(Records for the exercise Opens)
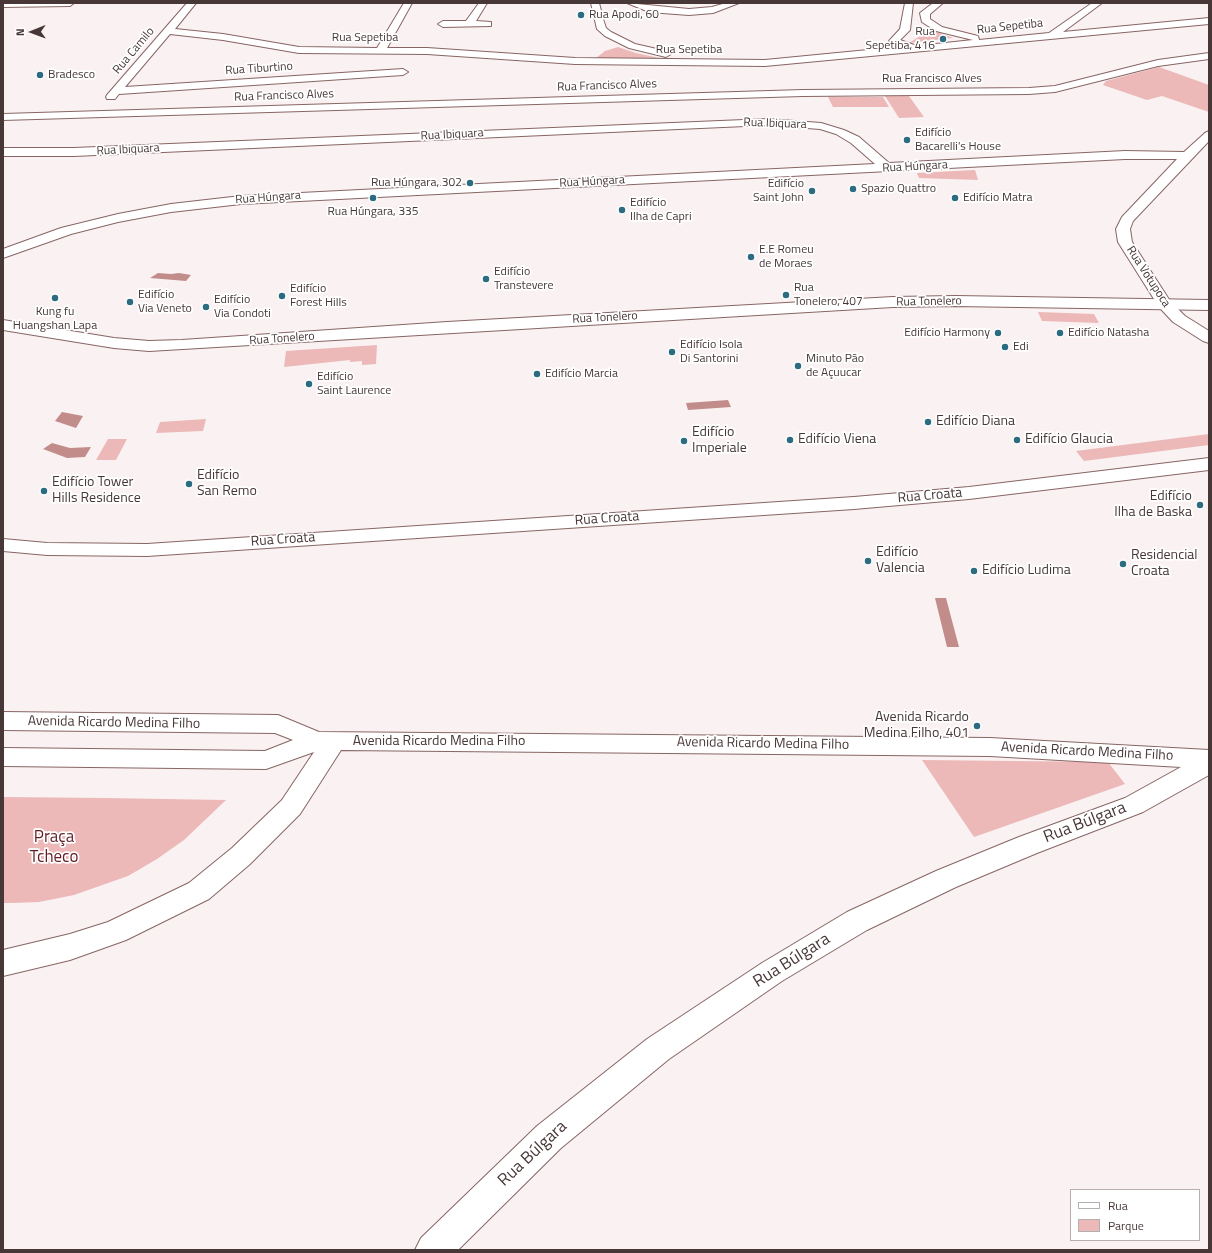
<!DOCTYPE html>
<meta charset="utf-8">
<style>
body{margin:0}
#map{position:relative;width:1212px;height:1253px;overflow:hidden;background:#faf2f2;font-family:"Titillium Web",sans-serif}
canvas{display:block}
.frame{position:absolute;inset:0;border:4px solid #473737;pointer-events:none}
.legend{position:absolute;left:1070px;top:1189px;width:130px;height:52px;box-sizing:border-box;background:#fff;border:1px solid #b5afaf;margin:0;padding:5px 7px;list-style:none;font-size:12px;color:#473737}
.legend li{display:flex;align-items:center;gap:8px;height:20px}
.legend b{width:20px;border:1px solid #b5afaf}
.north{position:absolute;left:12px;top:12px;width:40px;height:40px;-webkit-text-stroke:3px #fff;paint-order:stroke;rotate:269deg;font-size:11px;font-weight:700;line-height:16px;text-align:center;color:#473737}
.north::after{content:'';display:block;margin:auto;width:14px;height:18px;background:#473737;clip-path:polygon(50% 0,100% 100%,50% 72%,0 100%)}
</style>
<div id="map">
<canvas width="1212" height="1253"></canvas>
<div class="frame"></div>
<ul class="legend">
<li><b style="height:5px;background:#fff"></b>Rua</li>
<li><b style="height:11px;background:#ecb8b8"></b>Parque</li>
</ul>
<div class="north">N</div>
</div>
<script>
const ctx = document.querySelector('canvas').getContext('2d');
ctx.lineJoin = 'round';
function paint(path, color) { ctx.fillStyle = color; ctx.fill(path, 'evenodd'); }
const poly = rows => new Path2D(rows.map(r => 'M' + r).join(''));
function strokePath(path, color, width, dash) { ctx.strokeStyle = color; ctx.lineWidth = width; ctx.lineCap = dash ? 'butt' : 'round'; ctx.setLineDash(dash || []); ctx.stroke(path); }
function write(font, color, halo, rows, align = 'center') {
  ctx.font = font + ' "Titillium Web",sans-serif'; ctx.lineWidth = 3.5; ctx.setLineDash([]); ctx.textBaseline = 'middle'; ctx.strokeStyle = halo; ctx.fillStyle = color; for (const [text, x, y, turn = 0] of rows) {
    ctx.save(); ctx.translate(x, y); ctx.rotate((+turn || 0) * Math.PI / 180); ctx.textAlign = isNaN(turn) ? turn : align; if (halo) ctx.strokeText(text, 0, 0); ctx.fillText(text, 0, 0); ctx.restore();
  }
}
paint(poly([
 [928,31,940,33,953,38,909,43],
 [618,47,636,53,664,59,596,58,605,51],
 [1159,67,1209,85,1209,112,1162,96,1147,100,1103,85,1106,81],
 [885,96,909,96,924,117,899,118],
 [828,97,883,97,889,107,833,107],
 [975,170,978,180,919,178,917,173],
 [1038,312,1094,314,1099,323,1042,321],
 [377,345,376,364,362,365,362,361,350,362,350,360,284,367,286,351],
 [206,419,203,431,156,433,160,422],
 [1209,434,1209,445,1084,461,1076,451],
 [108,439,127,439,116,460,96,460],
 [922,760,1108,762,1125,784,974,837],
 [3,797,104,798,226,800,184,840,157,859,128,876,74,895,39,902,12,903,3,903]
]), '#ecb8b8');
paint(poly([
 [158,273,171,274,179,273,191,275,186,281,150,278],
 [728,400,731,407,688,410,686,403],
 [62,412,83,416,76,428,55,421],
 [52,443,70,448,91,447,85,457,67,458,43,449],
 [935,598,946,598,959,647,947,647]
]), '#c28c8b');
const minor = poly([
 [3,3,74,3,70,6,3,7,3,3],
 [187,3,196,3,175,29,223,34,299,47,377,48,404,3,412,3,387,48,427,48,575,58,765,60,899,47,889,41,900,29,905,3,913,3,910,30,900,40,917,46,973,40,936,31,922,22,920,13,933,3,943,3,930,14,930,19,942,27,978,36,979,40,1049,33,1092,3,1102,3,1063,32,1209,18,1209,24,765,66,575,64,427,54,299,53,223,40,170,34,125,87,403,69,408,72,403,75,119,94,115,99,107,99,106,97,107,95,187,3],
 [479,3,487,3,476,21,491,22,491,26,443,27,438,24,443,21,466,21,479,3],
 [591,3,599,3,604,22,606,28,611,32,635,44,670,52,671,54,666,57,629,48,605,36,597,29,591,3],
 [627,3,689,9,712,7,726,3,739,3,713,13,689,15,649,12,627,3],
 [1209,53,1209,59,1158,66,1055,92,1029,94,803,96,3,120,3,114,803,90,1029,88,1055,86,1158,60,1209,53],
 [768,119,821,123,844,130,859,137,889,163,1125,151,1184,152,1205,133,1209,131,1209,141,1133,221,1130,229,1132,242,1170,301,1185,316,1209,331,1209,343,1203,341,1173,322,1159,307,1118,242,1116,229,1122,217,1177,159,1125,159,241,204,171,212,118,222,71,234,3,258,3,249,61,228,118,214,171,204,241,196,875,164,851,143,836,134,820,129,768,125,74,156,3,156,3,148,74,148,768,119],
 [1209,458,1209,470,969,499,854,509,147,556,47,555,3,551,3,539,47,543,147,544,854,497,969,487,1209,458],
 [3,712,278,715,319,732,990,738,1209,750,1209,775,1143,812,1037,853,956,887,867,930,782,981,669,1059,561,1148,458,1250,415,1250,421,1238,537,1126,647,1039,762,963,847,912,936,871,1019,837,1125,798,1181,767,990,756,341,750,300,814,250,864,209,899,126,940,70,960,3,976,3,950,70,934,108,922,189,883,232,848,282,800,314,752,266,769,3,766,3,748,265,751,293,740,275,733,3,730,3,712]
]);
const tertiary = poly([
 [955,296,1209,300,1209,310,955,306,893,307,149,351,114,348,3,330,3,320,114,338,149,341,182,340,447,322,893,297,955,296]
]);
strokePath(minor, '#876564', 2);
strokePath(tertiary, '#876564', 2);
paint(minor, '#fff');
paint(tertiary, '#fff');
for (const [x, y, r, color] of [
 [581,15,4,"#2c6c80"],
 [943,39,4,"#2c6c80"],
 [40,75,4,"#2c6c80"],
 [907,140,4,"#2c6c80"],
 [470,183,4,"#2c6c80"],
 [853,189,4,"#2c6c80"],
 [812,191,4,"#2c6c80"],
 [373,198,4,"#2c6c80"],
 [955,198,4,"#2c6c80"],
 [622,210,4,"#2c6c80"],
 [751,257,4,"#2c6c80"],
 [486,279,4,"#2c6c80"],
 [786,295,4,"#2c6c80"],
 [282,296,4,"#2c6c80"],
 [55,298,4,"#2c6c80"],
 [130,302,4,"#2c6c80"],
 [206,307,4,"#2c6c80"],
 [998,333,4,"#2c6c80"],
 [1060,333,4,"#2c6c80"],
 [1005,347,4,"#2c6c80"],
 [672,352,4,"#2c6c80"],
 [798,366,4,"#2c6c80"],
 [537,374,4,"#2c6c80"],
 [309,384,4,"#2c6c80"],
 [928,422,4,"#2c6c80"],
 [790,440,4,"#2c6c80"],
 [1017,440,4,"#2c6c80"],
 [684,441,4,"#2c6c80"],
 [189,484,4,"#2c6c80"],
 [44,491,4,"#2c6c80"],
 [1200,505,4,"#2c6c80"],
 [868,561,4,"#2c6c80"],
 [1123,564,4,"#2c6c80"],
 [974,571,4,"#2c6c80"],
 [977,726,4,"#2c6c80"]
]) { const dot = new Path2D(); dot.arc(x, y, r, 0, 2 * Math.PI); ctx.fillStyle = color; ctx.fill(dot); strokePath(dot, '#fff', 1.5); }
write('12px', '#473737', '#fff', [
 ["Rua Apodi, 60",589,15],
 ["Rua",935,32,"right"],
 ["Sepetiba, 416",935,46,"right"],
 ["Bradesco",48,75],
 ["Edifício",915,133],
 ["Bacarelli's House",915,147],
 ["Rua Húngara, 302",462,183,"right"],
 ["Edifício",804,184,"right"],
 ["Saint John",804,198,"right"],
 ["Spazio Quattro",861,189],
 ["Edifício Matra",963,198],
 ["Edifício",630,203],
 ["Ilha de Capri",630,217],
 ["Rua Húngara, 335",373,212,"center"],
 ["E.E Romeu",759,250],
 ["de Moraes",759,264],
 ["Edifício",494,272],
 ["Transtevere",494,286],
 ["Rua",794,288],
 ["Tonelero, 407",794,302],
 ["Edifício",290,289],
 ["Forest Hills",290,303],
 ["Edifício",138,295],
 ["Via Veneto",138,309],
 ["Edifício",214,300],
 ["Via Condoti",214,314],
 ["Kung fu",55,312,"center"],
 ["Huangshan Lapa",55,326,"center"],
 ["Edifício Harmony",990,333,"right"],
 ["Edifício Natasha",1068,333],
 ["Edifício Isola",680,345],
 ["Di Santorini",680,359],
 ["Edi",1013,347],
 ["Minuto Pão",806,359],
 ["de Açuucar",806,373],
 ["Edifício Marcia",545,374],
 ["Edifício",317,377],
 ["Saint Laurence",317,391]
], 'left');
write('12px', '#473737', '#fff', [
 ["Rua Sepetiba",1010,27,-6],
 ["Rua Sepetiba",365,38],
 ["Rua Sepetiba",689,50],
 ["Rua Camilo",134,51,-50],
 ["Rua Tiburtino",259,69,-4],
 ["Rua Francisco Alves",932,79],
 ["Rua Francisco Alves",607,86,-2],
 ["Rua Francisco Alves",284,96,-2],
 ["Rua Ibiquara",775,124,2],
 ["Rua Ibiquara",452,135,-3],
 ["Rua Ibiquara",128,150,-3],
 ["Rua Húngara",915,167,-3],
 ["Rua Húngara",592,182,-3],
 ["Rua Húngara",268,198,-4],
 ["Rua Votupoca",1148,277,57],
 ["Rua Tonelero",929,302,-1],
 ["Rua Tonelero",605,318,-3],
 ["Rua Tonelero",282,339,-4]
]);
write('14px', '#473737', '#fff', [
 ["Edifício Diana",936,422],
 ["Edifício",692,433],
 ["Imperiale",692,449],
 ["Edifício Viena",798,440],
 ["Edifício Glaucia",1025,440],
 ["Edifício",197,476],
 ["San Remo",197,492],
 ["Edifício Tower",52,483],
 ["Hills Residence",52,499],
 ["Edifício",1192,497,"right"],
 ["Ilha de Baska",1192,513,"right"],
 ["Edifício",876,553],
 ["Valencia",876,569],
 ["Residencial",1131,556],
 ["Croata",1131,572],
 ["Edifício Ludima",982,571],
 ["Avenida Ricardo",969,718,"right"],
 ["Medina Filho, 401",969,734,"right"]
], 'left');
write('14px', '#473737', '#fff', [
 ["Rua Croata",930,496,-5],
 ["Rua Croata",607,519,-4],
 ["Rua Croata",283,540,-4],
 ["Avenida Ricardo Medina Filho",114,723,1],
 ["Avenida Ricardo Medina Filho",439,742],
 ["Avenida Ricardo Medina Filho",763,744,1],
 ["Avenida Ricardo Medina Filho",1087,752,3]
]);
write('17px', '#473737', '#fff', [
 ["Rua Búlgara",1085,823,-21],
 ["Rua Búlgara",792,961,-32],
 ["Rua Búlgara",533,1154,-43]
]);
write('17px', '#621f24', '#fff', [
 ["Praça",54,838],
 ["Tcheco",54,858]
]);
</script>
(Records for the exercise Closes)
- **Exercise details**
Determine how many lines of the records above hold the word "canvas" and give the number with nothing added.

- **Response below**
3